Nonostante dichiari di lavorare in maniera pulsionale, Josephine Decker ha uno stile straordinariamente consapevole nel muoversi attraverso il genere (maschile/femminile) e i generi (horror, melodramma, erotismo). Il risultato è un punto di vista molto netto e definito sulla costruzione dello sguardo e, di conseguenza, sulla decostruzione di archetipi ai quali, grazie a un’ironica messa in scacco, dona nuova forza.

In Madonna mia violenta (2011) associa episodi di vita “pubblica” – la partecipazione a una manifestazione, una passeggiata, il viaggio in metropolitana – a altri più privati – l’autrice ripresa mentre fa l’amore col suo compagno. La naturalezza con cui filma vicende piuttosto comuni e quotidiane, senza che se ne avverta un cambio di registro, permette alla Decker di sbarazzarsi con grande intelligenza dell’immaginario erotico prettamente maschile (e maschilista) utilizzato per mettere in scena solitamente un rapporto sessuale. L’intimità dei corpi, l’imperfezione del contatto, le esitazioni e la confidenza tra i due, liberano i gesti da qualsiasi affettazione.

In Gone Wild (2014), invece, l’identificazione della donna in angelo del focolare – brava casalinga, cuoca esperta, moglie devota – viene ribaltata ironicamente: la protagonista si unisce nel bosco a altre ragazze che inscenano un rituale. I vestiti vengono strappati, mestoli e cucchiai diventano strumenti fiabeschi in mano a streghe divertite e, in maniera ludica, soluzioni utilizzate dalla pornografia vengono messe alla berlina, sostituendo fluidi corporei all’impasto di una torta.

Thou Wast Mild and Lovely (2014), infine, alla riflessione sul genere maschile/femminile associa quella sui generi che hanno fatto la fortuna di gran parte del cinema popolare statunitense. In una fattoria un giovane uomo viene preso come bracciante per l’estate da una famiglia composta dal padre e dalla figlia. Con un atteggiamento tra l’infantile e il selvatico la donna seduce il ragazzo, ne manipola il desiderio, entra nei suoi sogni e nei suoi incubi, diventa una specie di ossessione. All’arrivo della moglie col loro bambino, l’uomo si ritroverà, impotente, al centro di una tragedia familiare.

La Decker, con grande maestria, spazia dal melodramma a sfondo erotico all’horror, svelandone però i meccanismi e la meccanicità della risposta del pubblico stimolato da un’azione. Gli uomini del film reagiscono ma non agiscono, proprio come fossero il cane di Pavlov. Che poi il desiderio prenda la forma di un atto sessuale (l’uomo) o di un’azione violenta e sanguinaria (il padre) poco importa: sono le due ragazze, in maniera speculare, a decidere la sorte degli eventi: provocando, eccitando, uccidendo.

Da questo punto di vista Josephine Decker è l’esatto opposto di Jane Campion: tanto la Campion trova nello sguardo maschile il motore immobile da cui si irradia il desiderio che permette alle protagoniste del suo cinema di assumere un’identità, quanto la Decker pone nello sguardo femminile un’alterità vera e propria, a dimostrazione che ogni immaginario altro non è che una costruzione arbitraria, così come il linguaggio, e può dunque essere modificato o ribaltato.
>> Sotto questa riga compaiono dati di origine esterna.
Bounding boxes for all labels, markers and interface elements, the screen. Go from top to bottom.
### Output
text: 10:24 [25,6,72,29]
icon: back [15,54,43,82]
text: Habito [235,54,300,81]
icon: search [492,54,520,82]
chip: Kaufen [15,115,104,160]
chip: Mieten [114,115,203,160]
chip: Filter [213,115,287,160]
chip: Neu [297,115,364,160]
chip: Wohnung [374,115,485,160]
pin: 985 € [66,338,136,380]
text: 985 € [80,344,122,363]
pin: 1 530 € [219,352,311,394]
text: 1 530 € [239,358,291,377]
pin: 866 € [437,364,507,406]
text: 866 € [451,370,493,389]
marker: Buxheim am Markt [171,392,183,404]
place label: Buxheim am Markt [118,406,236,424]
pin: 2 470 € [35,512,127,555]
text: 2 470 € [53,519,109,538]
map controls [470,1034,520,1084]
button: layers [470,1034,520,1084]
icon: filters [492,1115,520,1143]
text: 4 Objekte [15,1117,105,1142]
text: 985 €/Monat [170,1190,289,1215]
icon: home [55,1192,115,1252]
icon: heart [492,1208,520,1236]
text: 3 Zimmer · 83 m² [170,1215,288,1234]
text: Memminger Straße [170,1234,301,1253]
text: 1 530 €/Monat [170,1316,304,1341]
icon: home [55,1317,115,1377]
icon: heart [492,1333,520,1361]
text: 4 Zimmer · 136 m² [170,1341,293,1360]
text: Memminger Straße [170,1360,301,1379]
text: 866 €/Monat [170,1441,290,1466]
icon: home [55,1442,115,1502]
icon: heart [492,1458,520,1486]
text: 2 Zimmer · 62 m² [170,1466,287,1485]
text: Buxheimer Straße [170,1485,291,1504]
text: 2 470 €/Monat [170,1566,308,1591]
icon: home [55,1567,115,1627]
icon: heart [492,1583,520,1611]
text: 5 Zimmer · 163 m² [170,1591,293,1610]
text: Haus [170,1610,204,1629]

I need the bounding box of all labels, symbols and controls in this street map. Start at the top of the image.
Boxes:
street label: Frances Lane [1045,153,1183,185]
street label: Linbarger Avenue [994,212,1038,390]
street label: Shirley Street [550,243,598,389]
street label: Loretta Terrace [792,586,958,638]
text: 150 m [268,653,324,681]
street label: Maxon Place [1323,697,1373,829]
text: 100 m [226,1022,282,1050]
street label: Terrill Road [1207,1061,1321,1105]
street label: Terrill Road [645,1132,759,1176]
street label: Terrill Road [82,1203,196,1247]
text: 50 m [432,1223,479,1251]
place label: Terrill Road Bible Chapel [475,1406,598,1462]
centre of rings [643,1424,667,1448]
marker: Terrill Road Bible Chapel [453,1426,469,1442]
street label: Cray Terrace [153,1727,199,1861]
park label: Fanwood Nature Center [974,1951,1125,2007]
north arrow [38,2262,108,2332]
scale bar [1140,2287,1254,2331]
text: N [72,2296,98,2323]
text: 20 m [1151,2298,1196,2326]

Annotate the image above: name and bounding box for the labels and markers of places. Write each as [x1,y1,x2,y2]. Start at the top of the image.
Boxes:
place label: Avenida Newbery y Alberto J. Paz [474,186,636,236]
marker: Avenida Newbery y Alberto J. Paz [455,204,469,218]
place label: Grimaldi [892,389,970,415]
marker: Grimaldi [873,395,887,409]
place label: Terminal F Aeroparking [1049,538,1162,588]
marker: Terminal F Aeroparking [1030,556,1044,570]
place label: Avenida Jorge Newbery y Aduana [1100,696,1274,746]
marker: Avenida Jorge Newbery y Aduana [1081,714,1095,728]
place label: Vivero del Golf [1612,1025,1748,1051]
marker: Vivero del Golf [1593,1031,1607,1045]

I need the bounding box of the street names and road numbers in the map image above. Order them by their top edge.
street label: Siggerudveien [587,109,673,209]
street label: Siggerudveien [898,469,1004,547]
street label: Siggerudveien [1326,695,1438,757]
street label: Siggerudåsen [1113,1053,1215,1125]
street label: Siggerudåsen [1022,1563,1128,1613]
I suoi film sono chiaramente ideologici, ma rifuggono vivacemente qualsiasi schematismo: non sono opere a tema, costruite per dimostrare che un punto di vista sia migliore di un altro o per imporre una visione del mondo. Ciò che emerge da questo trittico è una molteplicità di punti di vista, che però non si contrappone in maniera ortogonale a quelli dominanti, attaccandoli – come Lars von Trier con Nymphomaniac, che altro non é se non l’agguerrita ricerca di un modo nuovo, altro, di raccontare, e quindi di negoziare la realtà -, ma ne mette in ridicolo i modelli, lasciando allo spettatore il compito di riflettere sul proprio immaginario e su ciò che ne deriva.